Lá pelos 16 anos, Fábio Azeredo gostava mesmo de jogar futebol (era do Palmeiras) e ouvir samba. Seu avô, Ronaldo Azeredo, um dos maiores expoentes da poesia concreta do país, percebendo o gosto musical do neto o chamou de canto e falou: “Você gosta de samba? Então vai escutar samba de verdade”. E colocou de Noel Rosa a Cartola para o garoto entender na prática. Se isso mudou a vida de Fábio (agora) Brazza? Basta ouvir “Filho da Pátria”, disco que lança em versão digital, onde mergulha no rap com altas doses de samba e outras vertentes brasileiras, produzido por Rick Dub, Lua Lafaiette, Marcelo Calbucci e Blood ZNO.

Todo o trabalho foi concebido enquanto Fábio morava nos Estados Unidos. Daí ser tão calcado na linguagem universal do rap e daí ter tanta nostalgia brasileira em forma de ritmos e poesia.
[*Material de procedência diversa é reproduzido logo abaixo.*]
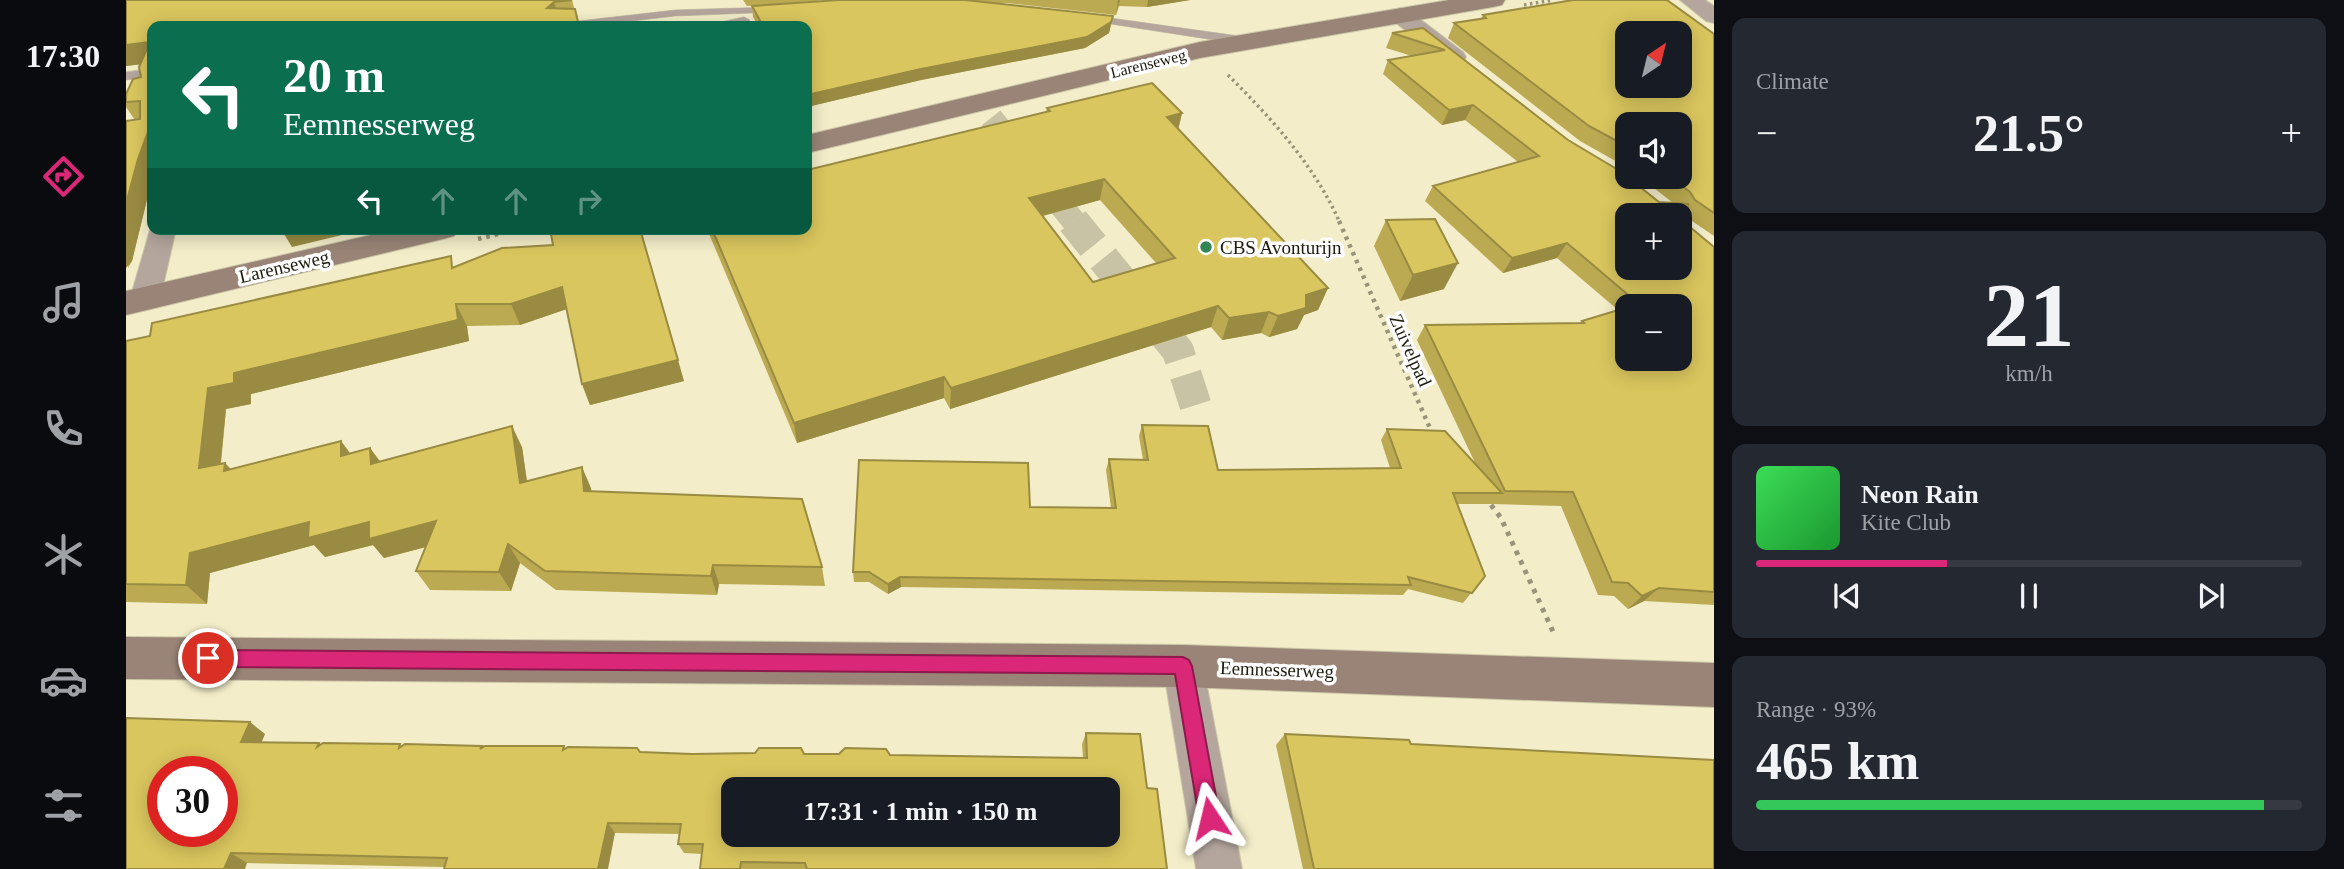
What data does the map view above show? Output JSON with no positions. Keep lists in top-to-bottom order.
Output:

Exala a transgressão do garoto que estudou Ciências Sociais na Puc, em São Paulo, e que aos 11 anos conheceu o mundo do rap, da estação São Bento, por Mano Brown, à praia, por Gabriel o Pensador. Remete à primeira experiência que Fábio teve propriamente na música, quando aos 19 anos foi conhecer a tal batalha de rimas, na estação Santa Cruz, em São Paulo, e saiu de lá campeão da modalidade. E alcança o período em que viveu nos Estados Unidos, suportado por uma bolsa de estudos e os gols que marcou pela Universidade Wingate, na Carolina do Norte.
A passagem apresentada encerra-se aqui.